— Что тебя так заводит? — спросил его однажды отец, рассерженный очередной выходкой.
— Не знаю, — бросил в ответ Коннор, — может, меня пора на разборку отдать.
В то время шутка казалась ему смешной.
Риса открывает холодильник, в котором, как и в комнате, яблоку негде упасть. Достав пакет молока, она находит миску и ставит на край стола. Коннор с интересом наблюдает, как Риса осторожно, чтобы не расплескать, наливает молоко в миску.
— Это же не кошка, — говорит он, — лакать не будет.
— Я знаю, что делаю, — отзывается Риса.
Пошарив по ящикам стола, девочка находит чистую ложку, забирает у мальчика малышку и присаживается на стул.
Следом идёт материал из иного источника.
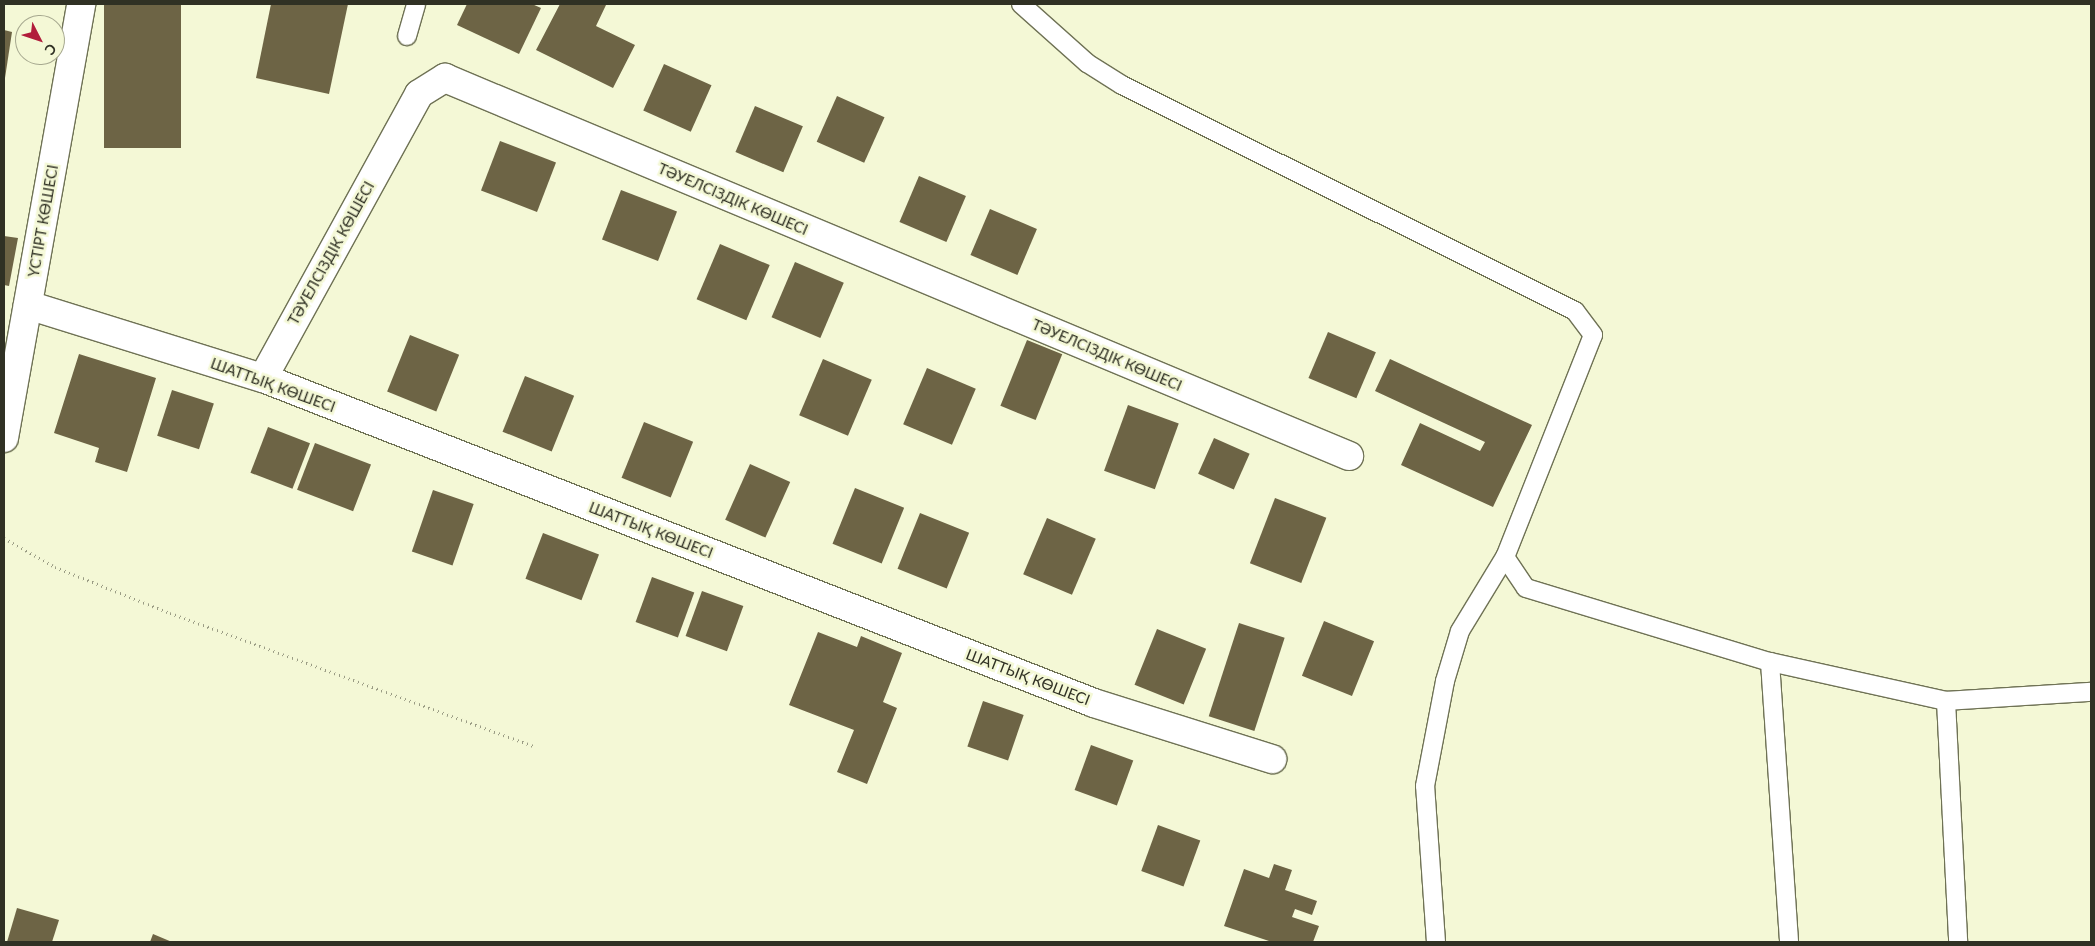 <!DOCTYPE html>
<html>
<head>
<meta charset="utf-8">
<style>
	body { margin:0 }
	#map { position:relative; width:2095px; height:946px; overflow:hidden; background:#f4f8d6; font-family:Lato,sans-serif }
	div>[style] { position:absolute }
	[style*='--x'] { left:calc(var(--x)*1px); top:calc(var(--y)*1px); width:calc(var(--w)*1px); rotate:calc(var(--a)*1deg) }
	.building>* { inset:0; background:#6d6445; transform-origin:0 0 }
	.path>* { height:3px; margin-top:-1.5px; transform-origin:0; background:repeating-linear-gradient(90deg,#9a9c84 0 1px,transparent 0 5px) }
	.roads { filter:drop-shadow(1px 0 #6f7255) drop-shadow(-1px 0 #6f7255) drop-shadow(0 1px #6f7255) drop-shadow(0 -1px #6f7255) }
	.service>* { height:18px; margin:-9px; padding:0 9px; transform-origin:9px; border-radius:9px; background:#fff }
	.minor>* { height:28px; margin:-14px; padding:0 14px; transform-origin:14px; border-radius:14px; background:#fff }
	span { translate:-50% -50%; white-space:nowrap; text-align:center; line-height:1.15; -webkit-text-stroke:5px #f4f8d6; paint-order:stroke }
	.street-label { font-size:15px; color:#303124 }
	.frame { position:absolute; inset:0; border:5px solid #303124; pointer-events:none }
	.north { position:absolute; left:15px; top:15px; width:50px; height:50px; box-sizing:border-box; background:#f4f8d6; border:1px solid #a6a88f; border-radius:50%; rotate:131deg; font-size:14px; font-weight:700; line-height:20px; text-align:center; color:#303124 }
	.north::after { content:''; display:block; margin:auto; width:18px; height:22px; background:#b11d3b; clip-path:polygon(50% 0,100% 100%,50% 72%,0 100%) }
</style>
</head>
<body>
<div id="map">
	<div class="building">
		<i style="left:104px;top:4px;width:77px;height:144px"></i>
		<i style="clip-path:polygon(271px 4px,348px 4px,329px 94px,256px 78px)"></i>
		<i style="clip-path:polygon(467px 4px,532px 4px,541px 8px,519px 54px,457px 25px)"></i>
		<i style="clip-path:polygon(560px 4px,606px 5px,596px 26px,635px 45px,613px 88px,536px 50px)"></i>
		<i style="clip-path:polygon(4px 30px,12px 32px,5px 78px,4px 77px)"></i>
		<i style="left:664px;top:64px;width:52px;height:51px;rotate:24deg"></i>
		<i style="left:837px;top:96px;width:52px;height:50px;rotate:24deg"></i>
		<i style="left:755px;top:106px;width:52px;height:50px;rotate:23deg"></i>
		<i style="left:500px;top:141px;width:60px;height:53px;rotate:21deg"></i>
		<i style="left:919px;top:176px;width:51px;height:50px;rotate:23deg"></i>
		<i style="left:621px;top:190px;width:60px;height:53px;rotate:21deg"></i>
		<i style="left:990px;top:209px;width:51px;height:50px;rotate:23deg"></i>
		<i style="clip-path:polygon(4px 236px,18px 238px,9px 286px,4px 285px)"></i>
		<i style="left:720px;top:244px;width:54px;height:60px;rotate:23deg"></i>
		<i style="left:795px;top:262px;width:53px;height:60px;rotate:23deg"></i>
		<i style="left:1328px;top:332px;width:52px;height:50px;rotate:23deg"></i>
		<i style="left:410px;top:335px;width:53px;height:61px;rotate:22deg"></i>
		<i style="left:1027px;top:340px;width:38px;height:71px;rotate:22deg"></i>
		<i style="clip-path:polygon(79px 354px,156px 378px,127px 472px,95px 462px,99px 448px,54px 433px)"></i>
		<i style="left:823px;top:359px;width:53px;height:61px;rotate:23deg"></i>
		<i style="clip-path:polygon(1390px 359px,1532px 425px,1493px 507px,1401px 465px,1420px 423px,1480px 451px,1485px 442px,1375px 391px)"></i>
		<i style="left:927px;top:368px;width:53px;height:61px;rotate:23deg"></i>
		<i style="left:525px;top:376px;width:53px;height:60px;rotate:22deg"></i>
		<i style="left:172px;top:390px;width:44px;height:48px;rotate:18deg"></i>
		<i style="left:1128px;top:405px;width:54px;height:70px;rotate:20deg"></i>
		<i style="left:644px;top:422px;width:53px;height:60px;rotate:22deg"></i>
		<i style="left:268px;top:427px;width:45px;height:49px;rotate:21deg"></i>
		<i style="left:1214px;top:438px;width:39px;height:39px;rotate:24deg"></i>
		<i style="left:315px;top:443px;width:60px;height:50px;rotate:21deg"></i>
		<i style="left:750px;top:464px;width:44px;height:61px;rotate:24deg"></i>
		<i style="left:855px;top:488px;width:53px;height:60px;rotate:22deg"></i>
		<i style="left:433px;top:490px;width:43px;height:65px;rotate:19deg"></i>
		<i style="left:1275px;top:498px;width:55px;height:70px;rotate:21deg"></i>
		<i style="left:920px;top:513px;width:53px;height:60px;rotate:22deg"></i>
		<i style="left:1047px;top:518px;width:53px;height:61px;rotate:23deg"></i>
		<i style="left:543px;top:533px;width:60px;height:49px;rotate:21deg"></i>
		<i style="left:652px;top:577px;width:45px;height:48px;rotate:20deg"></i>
		<i style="left:702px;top:591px;width:44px;height:48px;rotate:20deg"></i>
		<i style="left:1324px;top:621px;width:54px;height:59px;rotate:22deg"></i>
		<i style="left:1239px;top:623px;width:48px;height:98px;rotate:18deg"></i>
		<i style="left:1157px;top:629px;width:53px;height:60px;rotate:22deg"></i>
		<i style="clip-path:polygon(818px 632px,857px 647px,861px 636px,902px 653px,883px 702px,897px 708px,867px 784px,837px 772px,854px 730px,789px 705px)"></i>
		<i style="left:983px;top:701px;width:43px;height:48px;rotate:19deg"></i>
		<i style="left:1091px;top:745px;width:45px;height:48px;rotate:20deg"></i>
		<i style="left:1158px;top:825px;width:45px;height:49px;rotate:20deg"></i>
		<i style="clip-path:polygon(1274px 864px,1292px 870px,1285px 890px,1317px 901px,1312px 915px,1295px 909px,1292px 917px,1319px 926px,1313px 942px,1272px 942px,1224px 926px,1244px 869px,1269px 878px)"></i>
		<i style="clip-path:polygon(17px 908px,59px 920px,52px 942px,7px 942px)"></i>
		<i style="clip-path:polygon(153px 934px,172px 942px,150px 942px)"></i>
	</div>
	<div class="path">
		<i style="--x:4;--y:538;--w:59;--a:29.6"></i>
		<i style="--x:55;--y:567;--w:124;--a:21.8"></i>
		<i style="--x:170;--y:613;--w:387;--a:20.1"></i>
	</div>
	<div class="roads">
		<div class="service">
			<i style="--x:1021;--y:4;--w:89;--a:41.8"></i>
			<i style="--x:1087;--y:63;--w:41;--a:32.2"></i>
			<i style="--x:1122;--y:85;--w:506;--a:26.51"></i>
			<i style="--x:1575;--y:311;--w:30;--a:53"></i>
			<i style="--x:1593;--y:335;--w:239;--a:111.6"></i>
			<i style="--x:1505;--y:557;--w:37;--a:56"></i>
			<i style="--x:1526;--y:588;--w:255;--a:16.9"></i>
			<i style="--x:1770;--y:662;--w:180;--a:12.5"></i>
			<i style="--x:1946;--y:701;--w:241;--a:87.1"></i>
			<i style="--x:407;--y:36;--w:33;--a:-74"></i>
			<i style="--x:1770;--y:662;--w:281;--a:86.1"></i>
			<i style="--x:1946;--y:701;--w:145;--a:-3.6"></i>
			<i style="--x:1436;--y:942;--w:156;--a:-94"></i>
			<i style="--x:1425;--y:786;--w:107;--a:-79.2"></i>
			<i style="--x:1445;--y:681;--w:52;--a:-73.3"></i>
			<i style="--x:1460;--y:631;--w:87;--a:-58.7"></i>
		</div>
		<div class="minor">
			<i style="--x:28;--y:305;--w:246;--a:17.3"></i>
			<i style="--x:263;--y:378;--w:892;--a:21.36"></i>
			<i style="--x:1094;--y:703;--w:187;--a:17.5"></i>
			<i style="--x:263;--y:378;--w:324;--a:-61.2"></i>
			<i style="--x:419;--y:94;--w:31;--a:-32"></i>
			<i style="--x:445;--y:78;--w:980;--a:22.69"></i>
			<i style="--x:4;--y:438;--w:441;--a:-79.9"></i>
		</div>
	</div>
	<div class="street-label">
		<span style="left:733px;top:199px;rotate:23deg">ТӘУЕЛСІЗДІК КӨШЕСІ</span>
		<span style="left:43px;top:221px;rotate:-80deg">ҮСТІРТ КӨШЕСІ</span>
		<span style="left:331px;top:253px;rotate:-61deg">ТӘУЕЛСІЗДІК КӨШЕСІ</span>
		<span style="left:1107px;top:355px;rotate:23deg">ТӘУЕЛСІЗДІК КӨШЕСІ</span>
		<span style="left:273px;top:385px;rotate:20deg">ШАТТЫҚ КӨШЕСІ</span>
		<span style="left:651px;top:530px;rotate:21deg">ШАТТЫҚ КӨШЕСІ</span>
		<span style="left:1028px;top:677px;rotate:21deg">ШАТТЫҚ КӨШЕСІ</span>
	</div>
	<div class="frame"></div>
	<div class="north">С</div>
</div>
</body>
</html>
Ребенка Риса держит куда искуснее, чем Коннор. Погрузив ложку в миску, она набирает в нее молоко, подносит к лицу ребенка и опрокидывает в открытый ротик. Девочка, подавившись, кашляет, но Риса быстро кладет ей в рот указательный палец, и малышка начинает сосать его с удовлетворенным видом. Через несколько секунд Риса сгибает палец, не вынимая его, зачерпывает ложкой новую порцию молока и снова выливает в ротик. На этот раз все проходит отлично — девочка, причмокивая, сосет палец и глотает молоко.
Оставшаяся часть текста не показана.